- [Data excerpts]:
*** Block opens ***

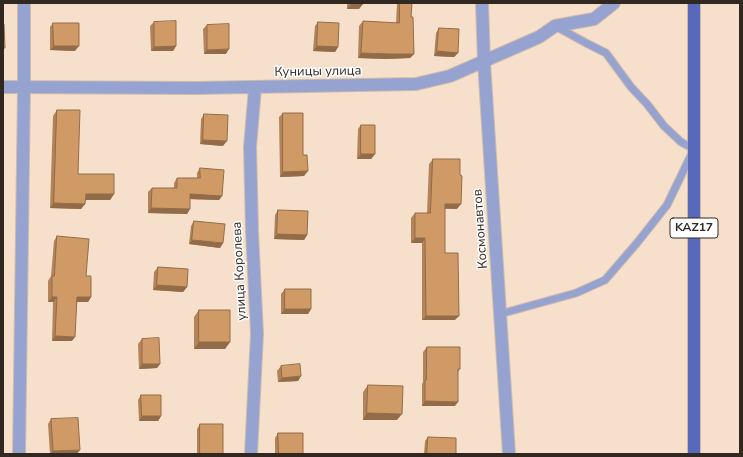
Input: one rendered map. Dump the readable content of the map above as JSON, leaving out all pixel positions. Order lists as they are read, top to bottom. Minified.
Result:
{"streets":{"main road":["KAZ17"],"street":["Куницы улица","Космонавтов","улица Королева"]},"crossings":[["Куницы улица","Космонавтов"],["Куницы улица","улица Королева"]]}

*** Block closes ***
*** Block opens ***

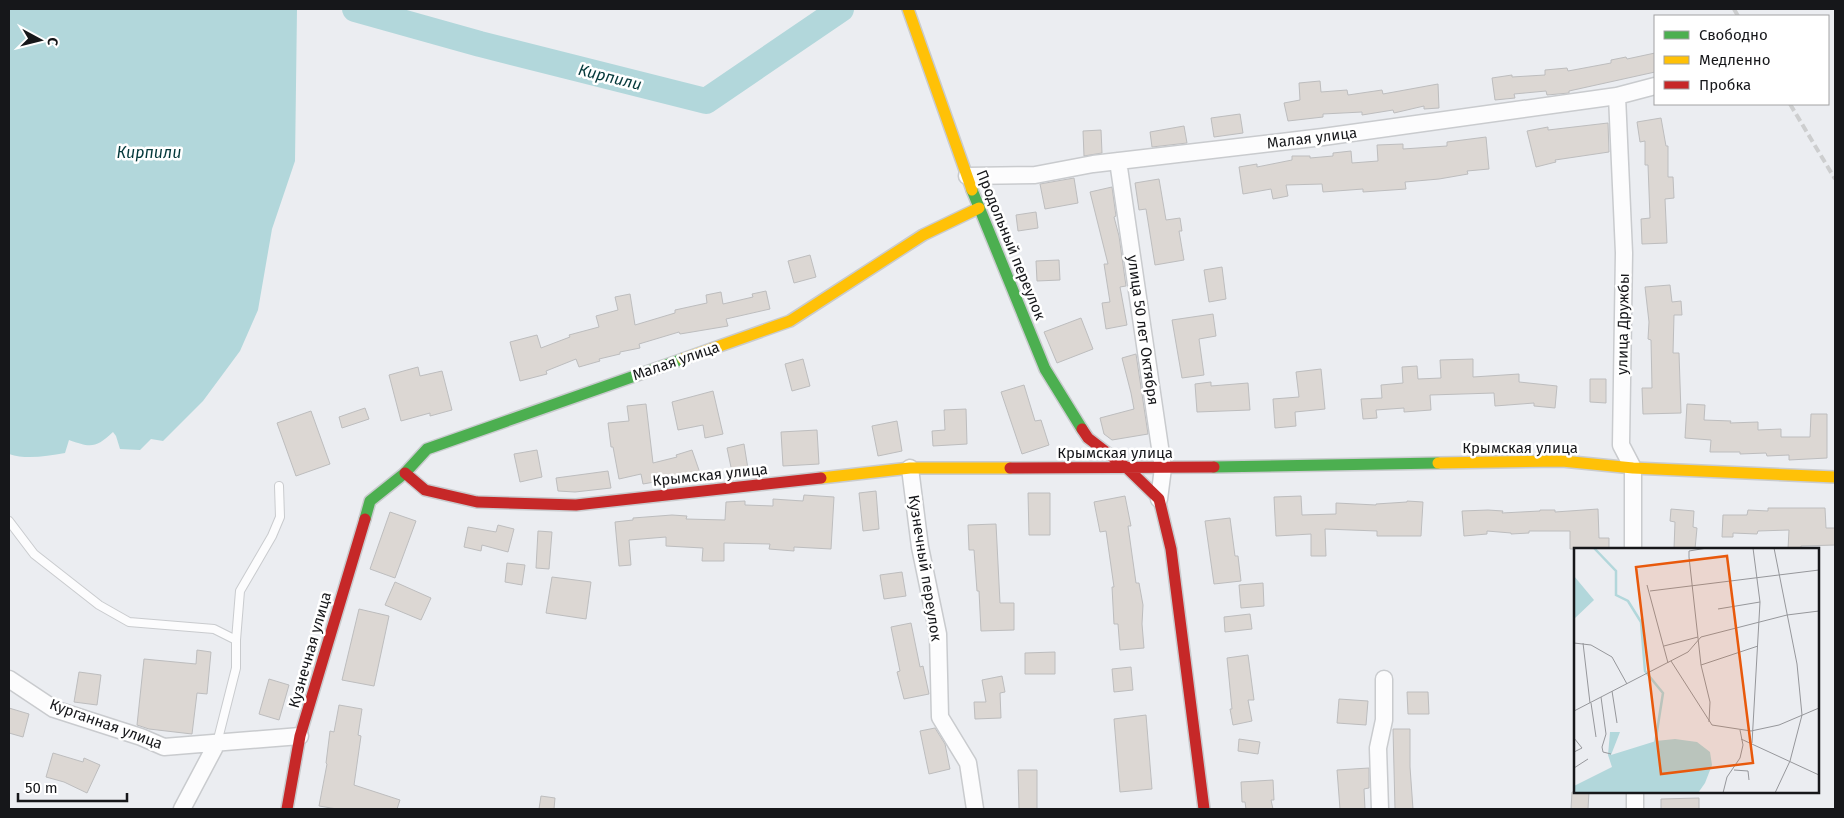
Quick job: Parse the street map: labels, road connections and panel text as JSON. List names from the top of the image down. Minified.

*** Block closes ***

- [Work order]: Report, for the data above, every line in which the string "Minified" appears.

- [Solution]:
Input: one rendered map. Dump the readable content of the map above as JSON, leaving out all pixel positions. Order lists as they are read, top to bottom. Minified.
Quick job: Parse the street map: labels, road connections and panel text as JSON. List names from the top of the image down. Minified.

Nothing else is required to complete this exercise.